After getting the certificate you have to start the examination with an endocrinologist. It is absolutely unacceptable to start a hormone therapy without consulting a doctor. Many people do this and often it ends with a fatal result. Before starting the hormone therapy, you will have a full body examination. The doctor needs to know what’s in your organism to prescribe you hormones – this will allow you to avoid all of the side effects that follow taking the hormones.
The hormones cost about 15-30 GEL. There are a few pharmacies in Georgia where you can buy male hormones. The intensity of treatment is also different – it depends on the person’s organism. At first you take them more intensely – once a week, once every two weeks. After three months I started taking them once every 3 weeks. Now I take the hormone once a month and everything is okay. I am noticing how much my body is changing.
After the hormone therapy you can get plastic operations. This process is also different for everyone; it depends on who wants what. The most popular operation is the breast removal surgery that is now successfully done in Georgia. The cost of this operation is 5000-6000 GEL. There’s also phalloplasty, but this one cannot be done here in Georgia. During this operation one of your body parts, usually from your hand or foot is taken and a penis is created out of it. In developed countries a lot of transgender individuals refuse to get this operation. Various researches say that about 30% of transgender men get it because it is accompanied by many difficulties and the rehabilitation period is quite long.

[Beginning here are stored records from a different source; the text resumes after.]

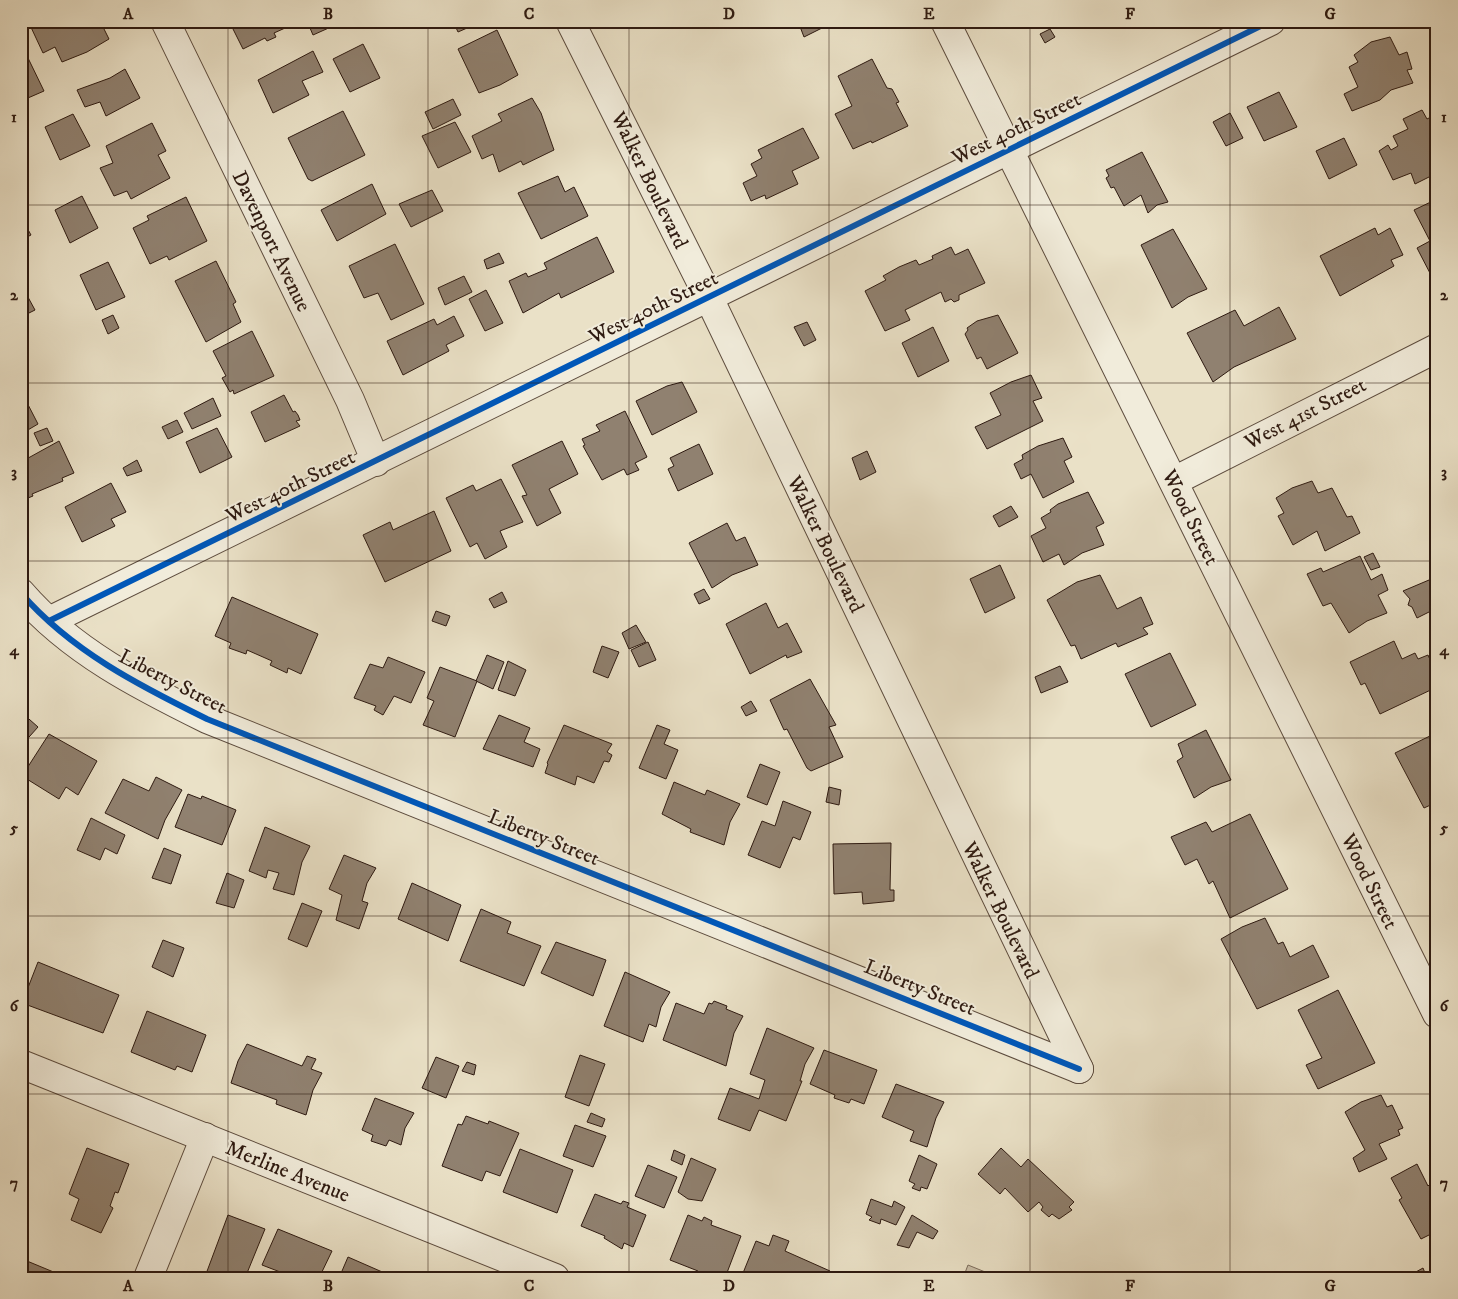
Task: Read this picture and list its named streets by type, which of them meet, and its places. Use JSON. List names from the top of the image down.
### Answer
{
  "streets": {
    "street": [
      "West 40th Street",
      "Walker Boulevard",
      "Davenport Avenue",
      "West 41st Street",
      "Wood Street",
      "Liberty Street",
      "Merline Avenue"
    ]
  },
  "crossings": [
    ["West 40th Street", "Walker Boulevard"],
    ["West 40th Street", "Davenport Avenue"],
    ["West 40th Street", "Wood Street"],
    ["West 40th Street", "Liberty Street"],
    ["Walker Boulevard", "Liberty Street"],
    ["West 41st Street", "Wood Street"]
  ],
  "grid": {
    "columns": [
      "A",
      "B",
      "C",
      "D",
      "E",
      "F",
      "G"
    ],
    "rows": [
      "1",
      "2",
      "3",
      "4",
      "5",
      "6",
      "7"
    ]
  }
}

Family, relatives, and the support that I receive from them
My family members have supported me since I was a kid. I remember once I was a kid and I had a long braid. It was summer and it was very hot. My dad came over and cut my braid of. He told me that it was too hot and I didn’t need such long hair. I had never had long hair since then.
They supported me at those times when my mental health was unstable. They helped me, took me to psychiatrists, did everything for me to be happy. Even though it took me so many years to come out, still, no one kicked me out of the house. On the contrary, slowly but finally they received all of the information that it is so hard for other parents or Georgians in general to receive.

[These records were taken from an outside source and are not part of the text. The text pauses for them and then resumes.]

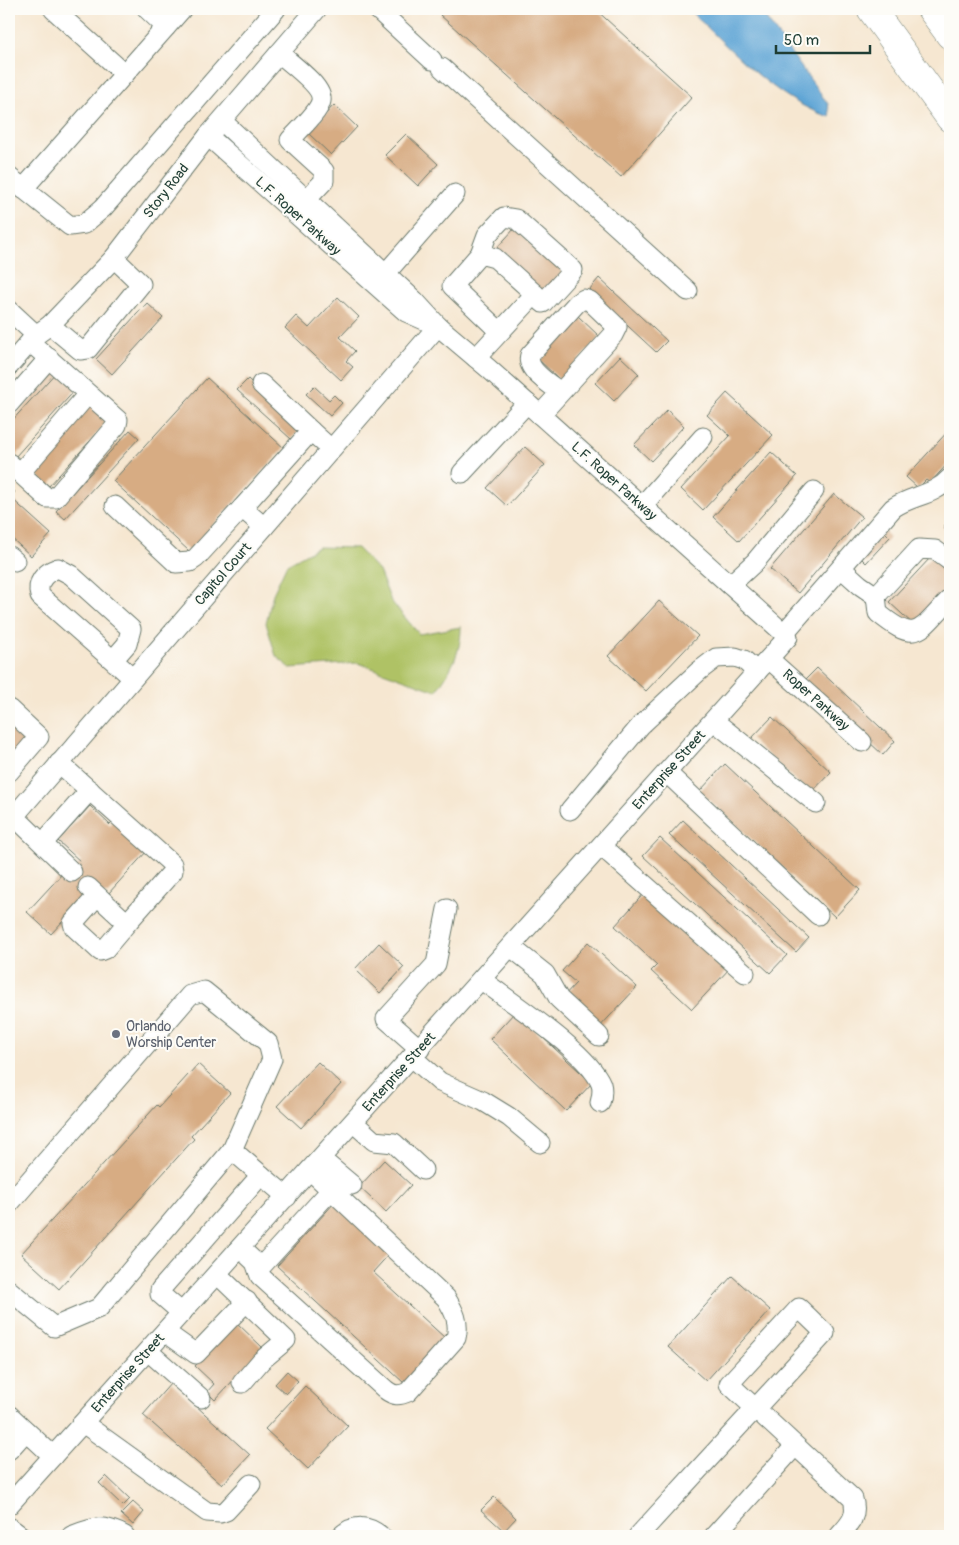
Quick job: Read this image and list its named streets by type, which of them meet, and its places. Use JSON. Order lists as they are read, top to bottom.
{
  "streets": {
    "street": [
      "Story Road",
      "L.F. Roper Parkway",
      "Capitol Court",
      "Roper Parkway",
      "Enterprise Street"
    ]
  },
  "crossings": [
    ["Story Road", "L.F. Roper Parkway"],
    ["L.F. Roper Parkway", "Capitol Court"],
    ["L.F. Roper Parkway", "Enterprise Street"],
    ["Roper Parkway", "Enterprise Street"]
  ],
  "places": ["Orlando Worship Center"],
  "scale_bar": "50 m"
}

That’s why I always try to think about my family and also urge others to not be selfish, not to think only about themselves and consider those people too for whom it is not easy to understand our coming out. We have to try to help them correctly process the information and in the step-by-step delivery of the information.
Future plans
I had to go through a very long journey to get to the desired result. This journey is still on-going and during this time I had to overcome so much humiliation and difficulties. People kept telling me that the transformation process would have negative consequences on my health, that I would die, harm my health, but I still took this step. It couldn’t have been any other way and today I am healthier than I have ever been. I always do routine checkups, go to the doctor regularly and love myself more than I did before.
People accuse me of being sinful, that I am going against god’s will. I am not an atheist, I am a religious person and I share the values that the orthodox religion of Georgia has. I love god and I feel his love and I know that god didn’t create us to suffer. God doesn’t want us to be suffering and to be discouraged. We have to live happy lives, follow our dreams and understand it well that we only live once and it’s not worth it to say no to our desires.
When I think about my future, the way out always seems to be to leave the country – I don’t see a future in this country. The state doesn’t recognize us as people, they don’t want to admit that we have rights too. What I want more is for our society to develop, learn to be accepting, appreciating the different, respect each other and support, not only because it affects us positively, but also because this is how a country develops. This is how we go forward – by accepting and loving each other.